Small teams can now ship search experiences rivaling hundred-person engineering teams. The moat around “sophisticated search” is evaporating.
Even AWS recognizes this trend—their upcoming S3 Vector feature will enable native vector search directly within S3, further validating the object storage approach to modern databases.

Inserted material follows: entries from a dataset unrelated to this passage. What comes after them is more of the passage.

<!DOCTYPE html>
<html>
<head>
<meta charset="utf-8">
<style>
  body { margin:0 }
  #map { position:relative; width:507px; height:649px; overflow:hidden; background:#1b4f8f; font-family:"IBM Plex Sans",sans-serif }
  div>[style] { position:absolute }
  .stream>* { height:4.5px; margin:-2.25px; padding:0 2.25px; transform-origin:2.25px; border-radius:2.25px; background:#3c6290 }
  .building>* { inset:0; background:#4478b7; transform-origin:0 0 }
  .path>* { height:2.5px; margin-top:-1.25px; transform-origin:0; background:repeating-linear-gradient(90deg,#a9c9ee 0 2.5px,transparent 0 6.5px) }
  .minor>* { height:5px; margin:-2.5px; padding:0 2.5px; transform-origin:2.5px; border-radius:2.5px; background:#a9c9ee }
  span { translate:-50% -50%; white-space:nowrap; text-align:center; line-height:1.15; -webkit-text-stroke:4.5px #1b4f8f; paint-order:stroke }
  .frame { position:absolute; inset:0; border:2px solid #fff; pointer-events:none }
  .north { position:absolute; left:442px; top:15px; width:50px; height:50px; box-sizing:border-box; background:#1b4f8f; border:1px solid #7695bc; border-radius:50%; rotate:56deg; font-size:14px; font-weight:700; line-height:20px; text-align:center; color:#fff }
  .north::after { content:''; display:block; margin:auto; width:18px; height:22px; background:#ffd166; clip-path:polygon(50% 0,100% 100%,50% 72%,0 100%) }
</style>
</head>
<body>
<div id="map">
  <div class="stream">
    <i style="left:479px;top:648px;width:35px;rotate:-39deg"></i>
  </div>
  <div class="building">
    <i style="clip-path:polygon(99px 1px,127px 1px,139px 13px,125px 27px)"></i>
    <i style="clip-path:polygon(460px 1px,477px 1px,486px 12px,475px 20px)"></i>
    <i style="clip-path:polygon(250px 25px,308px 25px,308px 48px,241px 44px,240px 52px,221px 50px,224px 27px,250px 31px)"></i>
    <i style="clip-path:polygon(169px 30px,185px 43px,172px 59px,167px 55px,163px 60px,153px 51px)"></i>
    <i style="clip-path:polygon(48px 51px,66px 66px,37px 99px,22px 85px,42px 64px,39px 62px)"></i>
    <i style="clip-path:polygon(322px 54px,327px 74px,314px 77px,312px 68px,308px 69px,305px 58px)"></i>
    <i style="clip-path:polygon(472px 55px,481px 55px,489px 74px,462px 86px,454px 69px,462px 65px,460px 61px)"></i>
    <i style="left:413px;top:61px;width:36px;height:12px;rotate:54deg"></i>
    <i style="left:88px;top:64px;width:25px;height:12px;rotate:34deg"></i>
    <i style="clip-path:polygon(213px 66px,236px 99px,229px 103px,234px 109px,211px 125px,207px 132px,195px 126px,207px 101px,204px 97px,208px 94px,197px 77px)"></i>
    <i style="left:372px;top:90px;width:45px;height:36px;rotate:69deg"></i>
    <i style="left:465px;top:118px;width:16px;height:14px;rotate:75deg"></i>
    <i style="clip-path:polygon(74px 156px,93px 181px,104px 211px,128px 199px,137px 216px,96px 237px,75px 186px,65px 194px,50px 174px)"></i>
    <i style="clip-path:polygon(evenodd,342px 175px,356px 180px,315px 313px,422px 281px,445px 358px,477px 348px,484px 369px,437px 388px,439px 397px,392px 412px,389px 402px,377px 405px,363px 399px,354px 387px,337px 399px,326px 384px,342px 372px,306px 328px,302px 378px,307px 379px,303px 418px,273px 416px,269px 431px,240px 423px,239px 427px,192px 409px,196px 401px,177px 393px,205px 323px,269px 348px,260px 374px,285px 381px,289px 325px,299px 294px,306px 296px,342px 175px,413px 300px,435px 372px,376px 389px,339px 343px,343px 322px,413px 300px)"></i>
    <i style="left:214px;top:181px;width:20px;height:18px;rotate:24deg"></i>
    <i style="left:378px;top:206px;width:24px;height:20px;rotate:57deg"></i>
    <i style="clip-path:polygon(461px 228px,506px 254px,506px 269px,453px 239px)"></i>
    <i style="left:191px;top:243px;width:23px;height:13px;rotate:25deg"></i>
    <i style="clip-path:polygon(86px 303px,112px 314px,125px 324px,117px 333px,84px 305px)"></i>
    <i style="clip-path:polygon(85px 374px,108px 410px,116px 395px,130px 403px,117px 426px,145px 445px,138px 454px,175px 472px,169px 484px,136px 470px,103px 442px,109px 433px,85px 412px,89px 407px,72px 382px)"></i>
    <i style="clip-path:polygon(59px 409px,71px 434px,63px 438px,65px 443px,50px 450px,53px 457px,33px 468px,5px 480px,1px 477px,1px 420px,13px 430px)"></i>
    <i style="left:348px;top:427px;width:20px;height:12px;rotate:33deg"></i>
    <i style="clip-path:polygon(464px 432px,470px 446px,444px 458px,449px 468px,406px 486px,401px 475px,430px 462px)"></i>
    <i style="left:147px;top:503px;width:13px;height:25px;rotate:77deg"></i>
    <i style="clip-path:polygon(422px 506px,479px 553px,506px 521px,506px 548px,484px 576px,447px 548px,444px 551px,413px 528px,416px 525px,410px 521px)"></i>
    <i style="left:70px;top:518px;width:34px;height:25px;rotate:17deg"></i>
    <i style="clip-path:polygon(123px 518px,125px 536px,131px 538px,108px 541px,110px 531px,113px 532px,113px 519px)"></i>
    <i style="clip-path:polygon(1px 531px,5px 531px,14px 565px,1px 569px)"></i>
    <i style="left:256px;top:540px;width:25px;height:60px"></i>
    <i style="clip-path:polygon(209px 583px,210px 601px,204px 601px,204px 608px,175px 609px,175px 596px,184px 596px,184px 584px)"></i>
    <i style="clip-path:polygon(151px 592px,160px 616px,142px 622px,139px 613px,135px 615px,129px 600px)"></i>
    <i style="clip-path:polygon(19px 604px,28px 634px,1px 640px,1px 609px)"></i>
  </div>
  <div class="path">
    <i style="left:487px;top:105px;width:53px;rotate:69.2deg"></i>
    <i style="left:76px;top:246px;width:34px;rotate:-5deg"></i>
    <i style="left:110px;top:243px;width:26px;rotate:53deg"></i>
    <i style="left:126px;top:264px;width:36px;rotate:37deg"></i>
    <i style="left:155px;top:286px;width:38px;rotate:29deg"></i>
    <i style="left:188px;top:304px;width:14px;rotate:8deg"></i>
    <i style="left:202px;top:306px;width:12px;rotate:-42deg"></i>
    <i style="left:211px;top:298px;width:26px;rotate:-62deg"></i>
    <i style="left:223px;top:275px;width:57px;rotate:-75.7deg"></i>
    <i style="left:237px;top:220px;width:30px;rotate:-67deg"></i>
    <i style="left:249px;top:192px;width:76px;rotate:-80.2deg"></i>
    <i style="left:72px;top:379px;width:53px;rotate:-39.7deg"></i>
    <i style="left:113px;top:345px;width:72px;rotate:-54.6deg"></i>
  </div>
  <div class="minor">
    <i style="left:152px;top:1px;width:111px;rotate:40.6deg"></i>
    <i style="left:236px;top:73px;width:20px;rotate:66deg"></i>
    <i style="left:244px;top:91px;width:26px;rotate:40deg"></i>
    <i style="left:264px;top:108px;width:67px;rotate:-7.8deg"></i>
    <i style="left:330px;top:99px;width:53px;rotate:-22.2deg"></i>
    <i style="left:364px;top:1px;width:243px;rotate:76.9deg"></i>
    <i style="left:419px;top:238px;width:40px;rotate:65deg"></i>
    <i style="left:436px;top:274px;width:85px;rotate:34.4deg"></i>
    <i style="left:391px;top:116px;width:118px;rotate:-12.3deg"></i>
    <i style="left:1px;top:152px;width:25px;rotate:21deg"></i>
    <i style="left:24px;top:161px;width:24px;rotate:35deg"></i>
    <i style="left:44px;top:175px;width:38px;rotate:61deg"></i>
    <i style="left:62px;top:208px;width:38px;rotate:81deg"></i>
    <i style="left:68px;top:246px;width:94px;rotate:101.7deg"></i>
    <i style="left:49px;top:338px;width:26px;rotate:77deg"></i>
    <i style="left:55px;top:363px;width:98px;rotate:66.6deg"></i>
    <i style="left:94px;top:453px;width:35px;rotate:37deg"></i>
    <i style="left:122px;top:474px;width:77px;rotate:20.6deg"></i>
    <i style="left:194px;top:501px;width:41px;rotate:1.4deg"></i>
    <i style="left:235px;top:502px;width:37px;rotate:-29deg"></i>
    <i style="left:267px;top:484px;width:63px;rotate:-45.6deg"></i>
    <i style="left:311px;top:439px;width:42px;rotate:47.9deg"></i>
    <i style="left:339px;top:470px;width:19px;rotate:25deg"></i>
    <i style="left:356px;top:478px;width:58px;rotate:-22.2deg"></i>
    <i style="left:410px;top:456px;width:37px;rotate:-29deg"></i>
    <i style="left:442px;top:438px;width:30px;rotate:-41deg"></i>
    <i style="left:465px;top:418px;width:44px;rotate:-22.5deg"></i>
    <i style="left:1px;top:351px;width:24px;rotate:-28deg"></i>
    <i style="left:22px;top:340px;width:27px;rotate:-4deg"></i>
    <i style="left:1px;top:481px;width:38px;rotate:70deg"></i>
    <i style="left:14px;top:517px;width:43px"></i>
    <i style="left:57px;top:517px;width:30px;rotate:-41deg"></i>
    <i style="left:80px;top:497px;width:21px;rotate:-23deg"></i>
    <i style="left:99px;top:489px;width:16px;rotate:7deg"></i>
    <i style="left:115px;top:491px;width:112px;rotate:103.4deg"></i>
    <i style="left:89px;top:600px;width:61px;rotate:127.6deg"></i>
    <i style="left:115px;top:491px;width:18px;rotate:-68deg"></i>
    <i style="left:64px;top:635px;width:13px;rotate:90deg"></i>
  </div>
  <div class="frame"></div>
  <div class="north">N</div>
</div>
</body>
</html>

That “nice-to-have” search feature you’ve been postponing? It’s probably easier to implement than your login system now. User expectations have shifted—every search box is compared to Google or Notion. These tools make those expectations achievable without enterprise budgets.
Start experimenting
- This weekend: Pick a tool matching your current project and build a prototype
- Think beyond text: Consider how semantic search might unlock new user experiences
- Start simple: Begin with static approaches, but architect for future migration to dynamic solutions
Check out my practical Pagefind guide for hands-on implementation, or explore the growing ecosystem of edge-native databases reshaping data at scale.
Disclaimer: I’ve used Pagefind for years and became a contributor in 2025. I’ve experimented with Orama and Chroma for smaller projects and am exploring LanceDB for larger AI applications. No financial ties to these projects—just keen interest in the evolving database landscape.